Jim Nazworthy

Personal information
- Born: September 3, 1926 United States
- Died: February 21, 1974 (aged 47)
- Occupation: Trainer

Horse racing career
- Sport: Horse racing
- Career wins: 231

Major racing wins
- San Pasqual Handicap (1960) Hollywood Gold Cup (1961) Del Mar Handicap (1963, 1964) Arcadia Handicap (1964) Longacres Mile (1964) San Juan Capistrano Handicap (1964) San Marcos Stakes (1964) Santa Anita Handicap (1964) Bing Crosby Handicap (1965) Carter Handicap (1965) San Bernardino Handicap (1968) Del Mar Debutante Stakes (1969) Santa Paula Stakes (1971) Monrovia Handicap (1971) Graduation Stakes (1972)

Significant horses
- Fleet Nasrullah, Prince Blessed Viking Spirit, Mr.
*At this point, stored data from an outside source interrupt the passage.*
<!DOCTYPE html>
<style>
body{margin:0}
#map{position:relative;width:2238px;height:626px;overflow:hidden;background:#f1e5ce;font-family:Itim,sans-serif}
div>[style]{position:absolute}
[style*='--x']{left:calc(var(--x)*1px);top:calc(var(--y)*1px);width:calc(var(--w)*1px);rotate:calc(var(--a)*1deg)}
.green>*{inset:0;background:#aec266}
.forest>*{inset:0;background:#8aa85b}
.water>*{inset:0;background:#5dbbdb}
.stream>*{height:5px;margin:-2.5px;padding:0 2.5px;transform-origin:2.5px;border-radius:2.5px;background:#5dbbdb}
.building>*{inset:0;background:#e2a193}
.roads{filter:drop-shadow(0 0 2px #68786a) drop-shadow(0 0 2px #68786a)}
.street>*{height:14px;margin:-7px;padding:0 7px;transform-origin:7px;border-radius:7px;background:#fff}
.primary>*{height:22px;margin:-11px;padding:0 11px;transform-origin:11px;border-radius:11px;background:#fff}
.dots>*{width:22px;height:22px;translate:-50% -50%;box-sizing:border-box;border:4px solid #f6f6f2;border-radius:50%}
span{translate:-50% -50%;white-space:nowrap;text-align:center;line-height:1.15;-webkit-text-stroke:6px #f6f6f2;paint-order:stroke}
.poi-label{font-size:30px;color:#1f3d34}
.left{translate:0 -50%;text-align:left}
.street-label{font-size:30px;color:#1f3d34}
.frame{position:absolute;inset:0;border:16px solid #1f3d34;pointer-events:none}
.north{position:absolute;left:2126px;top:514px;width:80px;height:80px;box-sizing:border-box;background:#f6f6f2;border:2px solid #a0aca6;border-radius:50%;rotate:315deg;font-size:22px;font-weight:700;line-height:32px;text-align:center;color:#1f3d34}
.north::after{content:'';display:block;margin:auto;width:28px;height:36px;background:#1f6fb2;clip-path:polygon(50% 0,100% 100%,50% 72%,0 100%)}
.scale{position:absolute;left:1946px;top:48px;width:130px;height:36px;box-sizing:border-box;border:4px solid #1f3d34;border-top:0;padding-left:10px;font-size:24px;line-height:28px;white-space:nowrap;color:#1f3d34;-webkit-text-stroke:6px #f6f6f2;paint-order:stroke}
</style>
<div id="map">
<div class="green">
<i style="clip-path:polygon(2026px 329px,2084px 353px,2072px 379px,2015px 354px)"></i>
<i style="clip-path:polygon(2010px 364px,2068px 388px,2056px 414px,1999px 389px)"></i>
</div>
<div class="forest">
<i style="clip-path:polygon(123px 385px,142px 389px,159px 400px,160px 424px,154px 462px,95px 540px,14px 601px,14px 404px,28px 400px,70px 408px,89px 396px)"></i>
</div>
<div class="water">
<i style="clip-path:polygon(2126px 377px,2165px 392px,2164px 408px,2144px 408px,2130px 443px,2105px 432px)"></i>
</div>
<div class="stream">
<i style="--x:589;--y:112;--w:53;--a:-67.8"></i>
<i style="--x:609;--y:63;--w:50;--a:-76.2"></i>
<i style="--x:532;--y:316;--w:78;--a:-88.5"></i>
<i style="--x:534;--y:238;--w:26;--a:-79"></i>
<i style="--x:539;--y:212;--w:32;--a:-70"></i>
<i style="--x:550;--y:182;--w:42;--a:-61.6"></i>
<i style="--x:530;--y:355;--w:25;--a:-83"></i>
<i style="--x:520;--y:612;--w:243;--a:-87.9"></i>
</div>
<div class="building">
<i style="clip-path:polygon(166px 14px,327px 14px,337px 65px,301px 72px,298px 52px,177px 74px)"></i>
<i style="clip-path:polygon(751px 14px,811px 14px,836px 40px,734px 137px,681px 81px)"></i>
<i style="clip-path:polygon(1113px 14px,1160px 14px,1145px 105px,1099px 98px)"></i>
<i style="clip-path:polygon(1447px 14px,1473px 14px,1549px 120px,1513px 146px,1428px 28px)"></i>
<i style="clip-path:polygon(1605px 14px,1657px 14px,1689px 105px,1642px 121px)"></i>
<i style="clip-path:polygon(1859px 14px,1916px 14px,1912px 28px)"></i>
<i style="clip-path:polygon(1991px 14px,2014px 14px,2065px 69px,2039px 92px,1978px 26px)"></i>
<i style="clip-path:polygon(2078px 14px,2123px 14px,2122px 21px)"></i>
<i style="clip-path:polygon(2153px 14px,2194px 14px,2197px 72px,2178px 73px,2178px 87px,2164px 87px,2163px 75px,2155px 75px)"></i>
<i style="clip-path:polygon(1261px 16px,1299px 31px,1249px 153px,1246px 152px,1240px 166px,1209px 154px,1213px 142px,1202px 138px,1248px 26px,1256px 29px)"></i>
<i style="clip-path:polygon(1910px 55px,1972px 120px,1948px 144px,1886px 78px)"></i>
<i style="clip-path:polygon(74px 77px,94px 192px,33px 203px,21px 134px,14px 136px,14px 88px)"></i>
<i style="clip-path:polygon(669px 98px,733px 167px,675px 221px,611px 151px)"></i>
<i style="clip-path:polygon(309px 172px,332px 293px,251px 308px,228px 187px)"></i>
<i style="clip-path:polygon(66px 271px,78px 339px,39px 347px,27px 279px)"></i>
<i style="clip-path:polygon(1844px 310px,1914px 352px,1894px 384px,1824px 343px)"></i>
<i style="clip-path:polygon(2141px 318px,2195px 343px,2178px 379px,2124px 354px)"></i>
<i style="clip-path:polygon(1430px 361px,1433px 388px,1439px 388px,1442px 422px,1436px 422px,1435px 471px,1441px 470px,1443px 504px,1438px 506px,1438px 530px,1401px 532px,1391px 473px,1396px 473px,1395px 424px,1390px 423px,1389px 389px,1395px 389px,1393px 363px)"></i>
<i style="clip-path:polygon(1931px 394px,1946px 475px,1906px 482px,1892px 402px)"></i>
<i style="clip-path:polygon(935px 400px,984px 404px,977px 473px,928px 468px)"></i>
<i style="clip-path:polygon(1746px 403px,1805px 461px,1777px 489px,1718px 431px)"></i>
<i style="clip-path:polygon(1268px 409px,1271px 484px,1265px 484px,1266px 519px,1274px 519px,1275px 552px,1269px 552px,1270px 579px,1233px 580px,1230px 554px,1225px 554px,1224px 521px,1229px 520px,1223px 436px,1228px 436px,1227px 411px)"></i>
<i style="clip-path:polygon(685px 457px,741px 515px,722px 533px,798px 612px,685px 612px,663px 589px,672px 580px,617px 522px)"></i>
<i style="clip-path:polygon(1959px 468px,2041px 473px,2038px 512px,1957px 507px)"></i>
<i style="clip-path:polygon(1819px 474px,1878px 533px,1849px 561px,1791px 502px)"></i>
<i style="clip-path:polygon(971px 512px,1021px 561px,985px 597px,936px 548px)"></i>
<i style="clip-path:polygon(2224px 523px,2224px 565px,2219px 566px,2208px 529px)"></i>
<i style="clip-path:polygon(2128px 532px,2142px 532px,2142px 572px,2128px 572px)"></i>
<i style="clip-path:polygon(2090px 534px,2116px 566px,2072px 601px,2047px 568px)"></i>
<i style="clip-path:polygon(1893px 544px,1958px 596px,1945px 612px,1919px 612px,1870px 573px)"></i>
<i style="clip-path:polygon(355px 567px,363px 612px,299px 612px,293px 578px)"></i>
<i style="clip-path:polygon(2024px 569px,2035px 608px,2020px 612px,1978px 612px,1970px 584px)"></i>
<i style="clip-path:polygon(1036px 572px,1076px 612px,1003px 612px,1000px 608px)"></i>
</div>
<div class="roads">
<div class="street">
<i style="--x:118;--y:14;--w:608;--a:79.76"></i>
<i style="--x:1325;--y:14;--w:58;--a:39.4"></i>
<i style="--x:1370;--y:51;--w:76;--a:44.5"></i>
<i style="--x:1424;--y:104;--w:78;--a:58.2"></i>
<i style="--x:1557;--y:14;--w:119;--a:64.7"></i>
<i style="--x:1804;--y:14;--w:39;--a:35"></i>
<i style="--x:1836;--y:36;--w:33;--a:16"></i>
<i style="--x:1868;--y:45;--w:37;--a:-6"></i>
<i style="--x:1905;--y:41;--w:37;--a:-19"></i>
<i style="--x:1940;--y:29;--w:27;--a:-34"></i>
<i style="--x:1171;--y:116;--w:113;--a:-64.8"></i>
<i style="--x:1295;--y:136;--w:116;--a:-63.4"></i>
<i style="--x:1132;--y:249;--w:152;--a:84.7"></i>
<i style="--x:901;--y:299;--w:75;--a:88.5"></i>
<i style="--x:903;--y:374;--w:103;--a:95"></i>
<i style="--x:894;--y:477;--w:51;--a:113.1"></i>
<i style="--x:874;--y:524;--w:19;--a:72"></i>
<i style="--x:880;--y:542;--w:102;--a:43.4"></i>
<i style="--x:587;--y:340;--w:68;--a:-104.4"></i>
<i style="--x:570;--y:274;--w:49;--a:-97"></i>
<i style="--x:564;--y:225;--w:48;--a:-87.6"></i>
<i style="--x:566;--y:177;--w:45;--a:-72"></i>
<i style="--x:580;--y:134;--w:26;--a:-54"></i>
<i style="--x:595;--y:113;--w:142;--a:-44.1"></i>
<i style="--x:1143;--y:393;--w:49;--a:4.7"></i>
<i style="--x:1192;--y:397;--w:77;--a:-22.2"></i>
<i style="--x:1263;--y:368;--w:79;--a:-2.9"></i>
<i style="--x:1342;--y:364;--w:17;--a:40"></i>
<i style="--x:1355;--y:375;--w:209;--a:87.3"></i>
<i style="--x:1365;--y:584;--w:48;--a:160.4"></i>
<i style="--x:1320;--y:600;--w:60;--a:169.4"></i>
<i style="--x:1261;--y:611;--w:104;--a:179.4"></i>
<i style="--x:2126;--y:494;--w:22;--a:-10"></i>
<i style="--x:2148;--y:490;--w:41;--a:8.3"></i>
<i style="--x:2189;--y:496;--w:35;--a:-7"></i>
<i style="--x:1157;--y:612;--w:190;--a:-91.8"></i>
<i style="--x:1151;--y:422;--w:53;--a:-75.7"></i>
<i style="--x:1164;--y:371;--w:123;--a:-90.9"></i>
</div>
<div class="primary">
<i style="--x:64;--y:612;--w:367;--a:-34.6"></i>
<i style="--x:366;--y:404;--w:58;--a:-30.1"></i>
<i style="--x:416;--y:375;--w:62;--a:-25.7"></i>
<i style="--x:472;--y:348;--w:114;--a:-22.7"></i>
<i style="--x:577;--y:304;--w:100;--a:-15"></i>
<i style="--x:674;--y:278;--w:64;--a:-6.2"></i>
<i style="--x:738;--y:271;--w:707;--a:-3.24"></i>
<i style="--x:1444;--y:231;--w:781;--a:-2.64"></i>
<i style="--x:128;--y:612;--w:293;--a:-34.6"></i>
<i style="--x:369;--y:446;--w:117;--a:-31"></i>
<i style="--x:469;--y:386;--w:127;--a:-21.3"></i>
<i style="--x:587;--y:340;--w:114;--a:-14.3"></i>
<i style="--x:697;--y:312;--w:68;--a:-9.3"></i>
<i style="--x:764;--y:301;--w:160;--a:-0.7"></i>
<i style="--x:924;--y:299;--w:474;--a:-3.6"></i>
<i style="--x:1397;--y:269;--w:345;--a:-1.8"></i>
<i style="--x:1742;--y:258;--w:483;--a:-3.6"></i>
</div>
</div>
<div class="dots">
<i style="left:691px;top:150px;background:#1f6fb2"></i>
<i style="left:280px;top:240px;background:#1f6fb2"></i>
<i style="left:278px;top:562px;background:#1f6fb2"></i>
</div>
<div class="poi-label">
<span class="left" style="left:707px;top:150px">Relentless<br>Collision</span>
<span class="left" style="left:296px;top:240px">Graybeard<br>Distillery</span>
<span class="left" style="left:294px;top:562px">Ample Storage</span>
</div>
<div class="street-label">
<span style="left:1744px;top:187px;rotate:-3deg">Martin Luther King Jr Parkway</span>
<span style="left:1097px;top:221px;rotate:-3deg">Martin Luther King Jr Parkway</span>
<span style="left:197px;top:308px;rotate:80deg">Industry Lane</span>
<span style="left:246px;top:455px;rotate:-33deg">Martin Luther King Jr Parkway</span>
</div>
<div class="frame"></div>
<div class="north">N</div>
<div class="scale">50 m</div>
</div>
Consistency

= Jim Nazworthy =

American horse trainer

James I. Nazworthy (September 3, 1926 – February 21, 1974) was an American Thoroughbred horse racing trainer.

== Career ==
Nazworthy began training horses at age twenty-one. Based in California, among his successful runners, he conditioned horses for owners such as Fannie Hertz, Travis Kerr, as well for his wife's Sledge Stable.

== Death ==
Nazworthy died in 1974 of a heart attack at age forty-seven. The Los Angeles Times February 23, 1974 obituary called Nazworthy "one of California's foremost trainers."

A resident of Arcadia, California, he was survived by his wife, Maxine, a daughter of Sidney B. Factor, and their son, David.